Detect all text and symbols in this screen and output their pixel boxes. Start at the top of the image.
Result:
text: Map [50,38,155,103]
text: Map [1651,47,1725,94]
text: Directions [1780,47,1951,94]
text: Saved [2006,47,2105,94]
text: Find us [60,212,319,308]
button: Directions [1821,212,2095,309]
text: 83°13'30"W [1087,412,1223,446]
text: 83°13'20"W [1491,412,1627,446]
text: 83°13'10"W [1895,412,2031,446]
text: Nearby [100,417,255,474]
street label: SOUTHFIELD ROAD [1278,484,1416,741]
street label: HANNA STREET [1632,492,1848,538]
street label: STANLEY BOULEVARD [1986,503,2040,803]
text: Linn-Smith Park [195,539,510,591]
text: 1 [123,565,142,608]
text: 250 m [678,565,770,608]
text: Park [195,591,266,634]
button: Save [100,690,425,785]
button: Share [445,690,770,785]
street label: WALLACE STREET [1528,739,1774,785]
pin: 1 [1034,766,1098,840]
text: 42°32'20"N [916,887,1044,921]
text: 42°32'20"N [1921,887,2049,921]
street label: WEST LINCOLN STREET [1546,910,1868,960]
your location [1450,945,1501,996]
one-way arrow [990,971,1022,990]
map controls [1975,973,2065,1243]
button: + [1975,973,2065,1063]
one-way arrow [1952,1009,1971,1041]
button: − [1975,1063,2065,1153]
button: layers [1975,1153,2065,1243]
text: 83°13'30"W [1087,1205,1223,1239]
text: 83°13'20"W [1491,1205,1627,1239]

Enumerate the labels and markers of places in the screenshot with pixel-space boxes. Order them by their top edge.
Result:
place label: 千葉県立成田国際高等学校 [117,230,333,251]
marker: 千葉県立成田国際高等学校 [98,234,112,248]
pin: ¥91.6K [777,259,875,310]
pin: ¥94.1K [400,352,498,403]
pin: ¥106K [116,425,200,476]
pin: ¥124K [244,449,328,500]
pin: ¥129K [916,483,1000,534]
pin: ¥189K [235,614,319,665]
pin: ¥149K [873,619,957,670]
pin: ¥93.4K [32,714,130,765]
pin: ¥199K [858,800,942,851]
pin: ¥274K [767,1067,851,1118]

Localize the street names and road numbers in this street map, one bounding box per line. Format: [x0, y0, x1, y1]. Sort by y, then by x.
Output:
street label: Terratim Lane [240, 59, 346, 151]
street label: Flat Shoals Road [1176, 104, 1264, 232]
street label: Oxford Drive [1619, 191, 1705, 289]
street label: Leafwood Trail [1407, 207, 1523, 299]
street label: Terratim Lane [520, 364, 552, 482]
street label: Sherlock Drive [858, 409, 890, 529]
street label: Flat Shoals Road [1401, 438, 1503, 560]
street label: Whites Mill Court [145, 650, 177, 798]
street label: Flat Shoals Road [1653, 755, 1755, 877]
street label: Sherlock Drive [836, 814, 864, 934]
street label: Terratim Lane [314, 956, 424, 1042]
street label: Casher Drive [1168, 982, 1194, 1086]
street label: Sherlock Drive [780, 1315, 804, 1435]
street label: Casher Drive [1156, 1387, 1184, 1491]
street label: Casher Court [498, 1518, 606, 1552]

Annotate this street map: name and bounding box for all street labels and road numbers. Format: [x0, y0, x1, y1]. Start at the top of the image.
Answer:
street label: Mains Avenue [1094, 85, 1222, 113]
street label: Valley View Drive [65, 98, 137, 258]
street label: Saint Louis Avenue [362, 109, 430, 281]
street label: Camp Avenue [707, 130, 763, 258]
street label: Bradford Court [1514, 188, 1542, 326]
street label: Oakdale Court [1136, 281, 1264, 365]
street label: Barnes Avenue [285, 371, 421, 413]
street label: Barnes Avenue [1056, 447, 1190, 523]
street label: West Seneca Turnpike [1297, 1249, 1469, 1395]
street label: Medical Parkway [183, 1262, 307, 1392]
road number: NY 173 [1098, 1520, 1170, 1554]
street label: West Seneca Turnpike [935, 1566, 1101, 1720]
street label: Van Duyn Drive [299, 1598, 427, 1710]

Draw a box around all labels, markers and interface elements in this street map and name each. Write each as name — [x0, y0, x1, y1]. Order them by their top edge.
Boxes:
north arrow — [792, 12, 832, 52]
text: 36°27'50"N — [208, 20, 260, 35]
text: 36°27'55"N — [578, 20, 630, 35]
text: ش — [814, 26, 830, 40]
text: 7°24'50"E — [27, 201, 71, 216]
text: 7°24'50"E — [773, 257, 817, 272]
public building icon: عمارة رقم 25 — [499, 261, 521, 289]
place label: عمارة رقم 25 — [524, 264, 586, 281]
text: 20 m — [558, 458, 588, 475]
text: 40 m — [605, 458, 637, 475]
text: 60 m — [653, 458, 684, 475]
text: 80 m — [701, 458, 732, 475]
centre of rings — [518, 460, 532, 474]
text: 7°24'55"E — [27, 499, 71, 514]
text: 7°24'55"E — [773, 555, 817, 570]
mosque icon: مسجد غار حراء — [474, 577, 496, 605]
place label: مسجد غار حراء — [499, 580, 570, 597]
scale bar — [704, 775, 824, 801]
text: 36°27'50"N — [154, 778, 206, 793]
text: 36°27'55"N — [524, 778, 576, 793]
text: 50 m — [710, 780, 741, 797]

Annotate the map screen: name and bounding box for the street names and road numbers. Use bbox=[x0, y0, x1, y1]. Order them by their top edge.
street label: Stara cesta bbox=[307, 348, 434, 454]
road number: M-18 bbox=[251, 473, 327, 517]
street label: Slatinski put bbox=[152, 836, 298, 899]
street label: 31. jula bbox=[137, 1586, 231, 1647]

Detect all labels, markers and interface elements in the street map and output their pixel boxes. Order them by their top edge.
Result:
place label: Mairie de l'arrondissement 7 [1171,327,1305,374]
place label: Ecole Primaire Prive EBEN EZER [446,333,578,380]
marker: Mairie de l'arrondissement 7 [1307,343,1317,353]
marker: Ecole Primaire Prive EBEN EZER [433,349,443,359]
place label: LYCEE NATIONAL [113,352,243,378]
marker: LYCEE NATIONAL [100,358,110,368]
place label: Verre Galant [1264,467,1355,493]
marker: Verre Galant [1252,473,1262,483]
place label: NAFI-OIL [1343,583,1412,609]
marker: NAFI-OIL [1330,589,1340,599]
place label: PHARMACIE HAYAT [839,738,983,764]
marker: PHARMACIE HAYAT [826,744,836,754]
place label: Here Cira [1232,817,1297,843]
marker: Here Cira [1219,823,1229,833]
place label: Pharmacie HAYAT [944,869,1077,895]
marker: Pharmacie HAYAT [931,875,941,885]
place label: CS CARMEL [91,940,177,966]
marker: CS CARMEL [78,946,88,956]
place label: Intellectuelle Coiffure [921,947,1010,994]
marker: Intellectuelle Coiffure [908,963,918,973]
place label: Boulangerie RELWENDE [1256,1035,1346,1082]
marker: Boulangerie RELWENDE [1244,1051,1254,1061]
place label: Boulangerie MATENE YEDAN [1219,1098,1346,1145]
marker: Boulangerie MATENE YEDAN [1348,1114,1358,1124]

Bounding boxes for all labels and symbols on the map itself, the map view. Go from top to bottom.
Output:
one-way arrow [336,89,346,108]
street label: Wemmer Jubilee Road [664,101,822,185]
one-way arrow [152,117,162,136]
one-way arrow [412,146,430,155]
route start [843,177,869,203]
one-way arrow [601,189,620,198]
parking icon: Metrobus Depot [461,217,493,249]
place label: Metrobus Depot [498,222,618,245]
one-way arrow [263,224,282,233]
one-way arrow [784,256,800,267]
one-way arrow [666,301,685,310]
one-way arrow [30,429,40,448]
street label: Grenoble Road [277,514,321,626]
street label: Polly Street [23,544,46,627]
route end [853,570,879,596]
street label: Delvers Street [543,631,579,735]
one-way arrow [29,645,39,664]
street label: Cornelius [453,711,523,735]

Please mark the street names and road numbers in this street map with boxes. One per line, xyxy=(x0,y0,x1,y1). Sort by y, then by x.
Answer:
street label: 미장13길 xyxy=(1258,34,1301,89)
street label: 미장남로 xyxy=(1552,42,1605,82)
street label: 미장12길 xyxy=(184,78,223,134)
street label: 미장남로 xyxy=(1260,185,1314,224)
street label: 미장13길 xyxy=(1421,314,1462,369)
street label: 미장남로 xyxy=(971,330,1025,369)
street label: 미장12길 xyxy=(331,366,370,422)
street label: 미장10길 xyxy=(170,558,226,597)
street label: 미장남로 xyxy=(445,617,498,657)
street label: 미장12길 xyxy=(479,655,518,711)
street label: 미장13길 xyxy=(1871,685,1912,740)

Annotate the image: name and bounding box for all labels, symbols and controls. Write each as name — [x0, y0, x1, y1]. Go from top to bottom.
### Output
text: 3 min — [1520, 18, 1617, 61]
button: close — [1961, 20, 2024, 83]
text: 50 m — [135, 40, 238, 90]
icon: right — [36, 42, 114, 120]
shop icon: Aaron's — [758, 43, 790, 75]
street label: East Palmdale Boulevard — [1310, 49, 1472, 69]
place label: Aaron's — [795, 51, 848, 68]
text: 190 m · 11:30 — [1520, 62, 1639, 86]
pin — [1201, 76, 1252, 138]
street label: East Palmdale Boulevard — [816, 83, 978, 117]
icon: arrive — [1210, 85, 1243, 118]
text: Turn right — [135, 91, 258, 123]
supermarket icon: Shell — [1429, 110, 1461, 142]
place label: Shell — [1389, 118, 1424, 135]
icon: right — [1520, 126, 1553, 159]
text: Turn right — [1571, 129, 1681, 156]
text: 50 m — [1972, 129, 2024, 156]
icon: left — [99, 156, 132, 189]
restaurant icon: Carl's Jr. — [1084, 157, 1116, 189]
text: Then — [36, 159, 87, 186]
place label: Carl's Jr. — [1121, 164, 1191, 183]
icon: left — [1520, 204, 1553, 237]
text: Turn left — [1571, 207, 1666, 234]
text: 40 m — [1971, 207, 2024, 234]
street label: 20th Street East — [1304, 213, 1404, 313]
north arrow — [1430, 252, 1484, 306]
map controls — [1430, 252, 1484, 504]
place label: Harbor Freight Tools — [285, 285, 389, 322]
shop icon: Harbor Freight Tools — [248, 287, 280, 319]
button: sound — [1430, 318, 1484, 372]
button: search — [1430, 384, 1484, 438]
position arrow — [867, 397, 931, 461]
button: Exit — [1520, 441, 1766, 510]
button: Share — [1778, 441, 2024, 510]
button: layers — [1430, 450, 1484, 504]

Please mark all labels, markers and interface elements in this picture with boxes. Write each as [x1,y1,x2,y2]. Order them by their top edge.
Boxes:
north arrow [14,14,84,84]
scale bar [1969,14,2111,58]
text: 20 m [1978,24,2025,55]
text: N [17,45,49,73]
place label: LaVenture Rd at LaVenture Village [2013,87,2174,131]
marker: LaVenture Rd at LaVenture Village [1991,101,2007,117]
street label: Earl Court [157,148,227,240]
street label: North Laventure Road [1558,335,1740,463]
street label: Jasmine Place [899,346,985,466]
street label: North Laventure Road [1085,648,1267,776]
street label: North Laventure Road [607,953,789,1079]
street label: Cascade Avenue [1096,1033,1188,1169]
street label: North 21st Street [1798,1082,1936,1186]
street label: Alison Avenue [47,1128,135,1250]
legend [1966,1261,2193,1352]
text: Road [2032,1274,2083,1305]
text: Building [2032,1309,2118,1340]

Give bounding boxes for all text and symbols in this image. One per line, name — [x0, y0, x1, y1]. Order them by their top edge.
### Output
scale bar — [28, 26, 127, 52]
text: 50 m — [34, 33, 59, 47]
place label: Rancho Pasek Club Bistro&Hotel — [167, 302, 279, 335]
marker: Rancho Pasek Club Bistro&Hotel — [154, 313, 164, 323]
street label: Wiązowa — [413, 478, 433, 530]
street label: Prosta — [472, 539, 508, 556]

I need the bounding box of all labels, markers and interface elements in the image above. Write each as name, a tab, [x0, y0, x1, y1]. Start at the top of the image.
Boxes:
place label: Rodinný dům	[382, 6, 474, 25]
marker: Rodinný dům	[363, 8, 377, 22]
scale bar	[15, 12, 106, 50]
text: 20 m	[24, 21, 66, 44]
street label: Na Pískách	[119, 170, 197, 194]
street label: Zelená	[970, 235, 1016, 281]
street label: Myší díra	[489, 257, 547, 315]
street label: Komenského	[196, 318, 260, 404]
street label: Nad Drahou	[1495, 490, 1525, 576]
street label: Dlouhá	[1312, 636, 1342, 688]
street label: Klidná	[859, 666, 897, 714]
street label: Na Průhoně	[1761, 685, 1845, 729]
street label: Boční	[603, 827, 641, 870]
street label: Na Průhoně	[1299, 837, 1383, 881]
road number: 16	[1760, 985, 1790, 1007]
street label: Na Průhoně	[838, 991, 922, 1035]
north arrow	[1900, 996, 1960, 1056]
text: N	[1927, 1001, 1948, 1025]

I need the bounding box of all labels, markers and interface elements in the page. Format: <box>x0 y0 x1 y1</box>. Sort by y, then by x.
--*--
TASK TO CARRY OUT: State how many lines of the entries contain the word "Detect". Nothing besides the number belongs in the reply.

THE COMPLETED TASK: 2